Como aprender TDD do zero — passo a passo
Uma abordagem prática, técnica e direta ao ponto para você dominar o ciclo Red-Green-Refactor desde o início.
1) Fundamentos do TDD: por quê, o que e quando usar
TDD é uma prática que coloca o teste na fronteira do código: você escreve o teste antes de implementar a funcionalidade, guiando o design e assegurando comportamento previsível. O objetivo não é testar tudo de forma exaustiva, mas criar uma faixa de proteção que leva o código a evoluir com controle sobre o risco. Os pilares são:
- Escrever testes que definem o comportamento desejado antes da implementação.
- Executar o ciclo Red-Green-Refactor repetidamente, mantendo a base de código estável.
- Desenhar APIs simples e coesas, com mudanças pequenas, seguras e bem acompanhadas por testes.

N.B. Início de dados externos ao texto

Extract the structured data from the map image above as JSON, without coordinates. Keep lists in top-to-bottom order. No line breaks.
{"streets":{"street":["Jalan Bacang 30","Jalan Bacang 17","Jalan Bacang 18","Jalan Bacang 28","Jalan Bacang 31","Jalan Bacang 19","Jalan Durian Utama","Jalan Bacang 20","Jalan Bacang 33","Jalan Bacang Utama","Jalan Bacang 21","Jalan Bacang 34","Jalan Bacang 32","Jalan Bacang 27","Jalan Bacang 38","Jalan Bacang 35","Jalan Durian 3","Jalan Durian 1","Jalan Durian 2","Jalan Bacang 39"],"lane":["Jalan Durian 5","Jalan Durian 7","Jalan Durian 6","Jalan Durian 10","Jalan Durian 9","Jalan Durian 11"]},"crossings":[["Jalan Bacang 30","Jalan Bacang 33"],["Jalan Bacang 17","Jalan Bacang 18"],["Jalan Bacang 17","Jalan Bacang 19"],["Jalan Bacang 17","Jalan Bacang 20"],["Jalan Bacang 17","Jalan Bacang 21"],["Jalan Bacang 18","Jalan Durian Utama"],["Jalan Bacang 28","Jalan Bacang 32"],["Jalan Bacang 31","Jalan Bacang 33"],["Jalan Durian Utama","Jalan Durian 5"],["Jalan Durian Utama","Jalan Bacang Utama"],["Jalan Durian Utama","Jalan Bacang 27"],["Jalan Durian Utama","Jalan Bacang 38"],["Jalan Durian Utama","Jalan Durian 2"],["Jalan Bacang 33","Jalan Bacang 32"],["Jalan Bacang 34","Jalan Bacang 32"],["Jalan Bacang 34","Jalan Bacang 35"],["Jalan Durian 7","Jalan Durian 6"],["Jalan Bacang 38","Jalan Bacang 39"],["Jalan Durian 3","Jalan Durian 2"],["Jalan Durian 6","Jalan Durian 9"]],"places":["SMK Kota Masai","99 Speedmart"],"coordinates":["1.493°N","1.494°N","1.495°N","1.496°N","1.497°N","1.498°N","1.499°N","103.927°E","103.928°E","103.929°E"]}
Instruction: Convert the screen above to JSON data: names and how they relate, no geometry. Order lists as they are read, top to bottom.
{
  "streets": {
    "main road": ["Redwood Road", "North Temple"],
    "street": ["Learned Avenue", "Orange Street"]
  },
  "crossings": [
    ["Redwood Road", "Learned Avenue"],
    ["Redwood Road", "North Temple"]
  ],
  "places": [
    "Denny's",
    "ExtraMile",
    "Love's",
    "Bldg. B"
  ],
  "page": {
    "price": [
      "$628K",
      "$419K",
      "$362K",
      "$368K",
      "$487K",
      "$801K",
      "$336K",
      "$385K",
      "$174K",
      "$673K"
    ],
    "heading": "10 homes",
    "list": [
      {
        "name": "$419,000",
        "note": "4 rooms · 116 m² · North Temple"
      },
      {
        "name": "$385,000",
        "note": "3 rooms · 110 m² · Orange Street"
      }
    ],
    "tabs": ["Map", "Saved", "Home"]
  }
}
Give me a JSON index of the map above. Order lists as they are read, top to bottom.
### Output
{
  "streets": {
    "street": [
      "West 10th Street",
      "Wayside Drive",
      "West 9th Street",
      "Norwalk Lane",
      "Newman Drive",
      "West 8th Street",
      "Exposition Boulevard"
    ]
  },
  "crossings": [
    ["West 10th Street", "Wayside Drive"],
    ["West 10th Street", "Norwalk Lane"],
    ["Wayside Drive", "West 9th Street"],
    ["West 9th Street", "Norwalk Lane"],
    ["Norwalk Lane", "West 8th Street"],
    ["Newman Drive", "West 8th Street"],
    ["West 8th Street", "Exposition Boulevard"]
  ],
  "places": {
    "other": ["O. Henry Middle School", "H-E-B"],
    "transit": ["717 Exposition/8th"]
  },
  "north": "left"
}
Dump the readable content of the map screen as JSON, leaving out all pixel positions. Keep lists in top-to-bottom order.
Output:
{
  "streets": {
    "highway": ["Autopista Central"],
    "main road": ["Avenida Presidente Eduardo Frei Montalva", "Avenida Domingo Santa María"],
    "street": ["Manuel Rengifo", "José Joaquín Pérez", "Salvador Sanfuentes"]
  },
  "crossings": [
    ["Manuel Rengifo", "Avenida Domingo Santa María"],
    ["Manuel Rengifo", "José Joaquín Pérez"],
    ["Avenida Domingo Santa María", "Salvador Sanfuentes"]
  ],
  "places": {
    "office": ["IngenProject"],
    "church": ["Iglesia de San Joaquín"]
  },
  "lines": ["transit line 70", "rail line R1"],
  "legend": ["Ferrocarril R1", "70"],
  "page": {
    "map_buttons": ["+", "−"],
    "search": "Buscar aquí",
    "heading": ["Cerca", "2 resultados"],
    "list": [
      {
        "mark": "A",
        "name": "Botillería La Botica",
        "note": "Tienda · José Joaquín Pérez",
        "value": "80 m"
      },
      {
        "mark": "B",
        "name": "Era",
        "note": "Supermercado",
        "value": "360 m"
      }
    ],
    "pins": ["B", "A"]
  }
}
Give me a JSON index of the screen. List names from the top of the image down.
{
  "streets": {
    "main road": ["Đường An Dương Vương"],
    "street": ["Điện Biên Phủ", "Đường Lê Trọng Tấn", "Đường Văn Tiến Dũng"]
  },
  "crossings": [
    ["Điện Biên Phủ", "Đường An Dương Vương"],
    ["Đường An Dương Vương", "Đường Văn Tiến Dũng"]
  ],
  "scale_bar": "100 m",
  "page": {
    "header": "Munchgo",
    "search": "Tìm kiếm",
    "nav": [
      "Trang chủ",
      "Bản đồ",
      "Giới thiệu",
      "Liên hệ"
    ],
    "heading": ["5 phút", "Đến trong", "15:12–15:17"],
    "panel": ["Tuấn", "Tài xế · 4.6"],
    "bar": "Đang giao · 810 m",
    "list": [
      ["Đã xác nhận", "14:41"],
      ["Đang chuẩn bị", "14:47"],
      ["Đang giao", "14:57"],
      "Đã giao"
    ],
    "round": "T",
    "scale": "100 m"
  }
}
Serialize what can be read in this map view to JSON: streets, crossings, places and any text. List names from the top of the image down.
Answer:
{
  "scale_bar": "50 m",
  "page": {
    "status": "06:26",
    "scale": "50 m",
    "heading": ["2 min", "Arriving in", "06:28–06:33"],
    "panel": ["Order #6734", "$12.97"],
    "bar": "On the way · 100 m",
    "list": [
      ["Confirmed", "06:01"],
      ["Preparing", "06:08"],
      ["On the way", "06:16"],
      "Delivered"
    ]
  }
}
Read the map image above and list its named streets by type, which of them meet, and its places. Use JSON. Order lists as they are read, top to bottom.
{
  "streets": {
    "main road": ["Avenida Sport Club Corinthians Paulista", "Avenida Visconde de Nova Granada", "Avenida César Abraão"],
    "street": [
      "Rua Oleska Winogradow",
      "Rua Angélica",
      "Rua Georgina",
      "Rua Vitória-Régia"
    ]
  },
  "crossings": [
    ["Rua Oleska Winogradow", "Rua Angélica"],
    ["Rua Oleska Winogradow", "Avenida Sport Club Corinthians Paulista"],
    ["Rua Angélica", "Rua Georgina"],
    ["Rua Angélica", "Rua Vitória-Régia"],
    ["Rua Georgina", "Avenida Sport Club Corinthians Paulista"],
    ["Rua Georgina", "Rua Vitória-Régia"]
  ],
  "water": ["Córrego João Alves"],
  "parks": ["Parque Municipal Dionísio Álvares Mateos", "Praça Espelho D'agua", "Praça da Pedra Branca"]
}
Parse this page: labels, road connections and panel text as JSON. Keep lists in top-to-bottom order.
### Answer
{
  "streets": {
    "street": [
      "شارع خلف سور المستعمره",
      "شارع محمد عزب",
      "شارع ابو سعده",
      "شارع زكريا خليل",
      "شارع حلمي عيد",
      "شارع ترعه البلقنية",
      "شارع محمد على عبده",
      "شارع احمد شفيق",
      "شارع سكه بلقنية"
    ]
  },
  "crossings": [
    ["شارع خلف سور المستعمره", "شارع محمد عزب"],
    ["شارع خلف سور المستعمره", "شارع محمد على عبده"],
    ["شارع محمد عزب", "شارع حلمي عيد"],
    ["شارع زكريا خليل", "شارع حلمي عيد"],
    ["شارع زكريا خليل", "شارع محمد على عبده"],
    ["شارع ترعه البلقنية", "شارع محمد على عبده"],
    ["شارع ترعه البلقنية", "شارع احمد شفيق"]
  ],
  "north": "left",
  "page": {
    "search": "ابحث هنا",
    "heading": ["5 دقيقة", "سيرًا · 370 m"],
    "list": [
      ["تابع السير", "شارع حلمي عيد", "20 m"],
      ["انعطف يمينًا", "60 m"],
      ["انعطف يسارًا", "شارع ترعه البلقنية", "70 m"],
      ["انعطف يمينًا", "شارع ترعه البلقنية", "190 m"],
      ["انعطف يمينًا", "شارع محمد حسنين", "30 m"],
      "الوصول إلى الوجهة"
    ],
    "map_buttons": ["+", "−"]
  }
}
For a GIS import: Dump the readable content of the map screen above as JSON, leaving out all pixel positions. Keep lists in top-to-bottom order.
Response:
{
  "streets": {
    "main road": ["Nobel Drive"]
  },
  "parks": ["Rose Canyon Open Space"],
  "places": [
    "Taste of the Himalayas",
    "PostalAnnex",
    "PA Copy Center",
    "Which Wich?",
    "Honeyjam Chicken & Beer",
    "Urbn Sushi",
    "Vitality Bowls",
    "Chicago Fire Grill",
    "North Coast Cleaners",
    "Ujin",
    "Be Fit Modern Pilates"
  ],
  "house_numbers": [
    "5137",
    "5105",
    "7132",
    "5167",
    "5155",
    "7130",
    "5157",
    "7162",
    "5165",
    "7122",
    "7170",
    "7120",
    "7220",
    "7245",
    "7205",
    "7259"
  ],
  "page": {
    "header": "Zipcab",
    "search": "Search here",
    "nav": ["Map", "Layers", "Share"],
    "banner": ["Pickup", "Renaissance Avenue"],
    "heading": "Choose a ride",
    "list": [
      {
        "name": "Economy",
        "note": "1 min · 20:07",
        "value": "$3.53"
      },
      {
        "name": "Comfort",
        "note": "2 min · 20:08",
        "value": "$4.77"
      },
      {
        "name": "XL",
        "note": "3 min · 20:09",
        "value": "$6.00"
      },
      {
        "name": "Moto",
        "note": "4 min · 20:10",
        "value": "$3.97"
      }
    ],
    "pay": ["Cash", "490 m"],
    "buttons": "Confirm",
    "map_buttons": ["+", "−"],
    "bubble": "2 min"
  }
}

Benefícios observáveis incluem melhor design de interfaces, documentação viva do que o código faz e menor acoplamento entre módulos. Evite o extremismo de criar testes demais ou de se agarrar a uma cobertura numérica sem foco no valor do teste.
2) Preparando o ambiente e escolhendo ferramentas
Para começar de forma objetiva, escolha uma stack simples e comum no mercado. Este guia usa JavaScript com Vitest, que oferece uma experiência leve e rápida para TDD. Passos básicos:
- Inicie o projeto e adicione o ambiente de testes:
– npm init -y
– npm i -D vitest - Estruture o repositório:
src/ (código fonte)
tests/ (testes) - Adicione script de testes no package.json:
{ "type": "module", "scripts": { "test": "vitest" } }
Exemplo mínimo de organização de arquivos para o exemplo do método sum:
// Estrutura sugerida
src/sum.js
tests/sum.test.js
3) O ciclo Red-Green-Refactor na prática
Observação prática do ciclo em três passos simples, aplicável a qualquer função pequena. Exemplo: soma de números em um array.
- Escreva um teste que falha (vermelho) — descreva o comportamento esperado sem implementar a função.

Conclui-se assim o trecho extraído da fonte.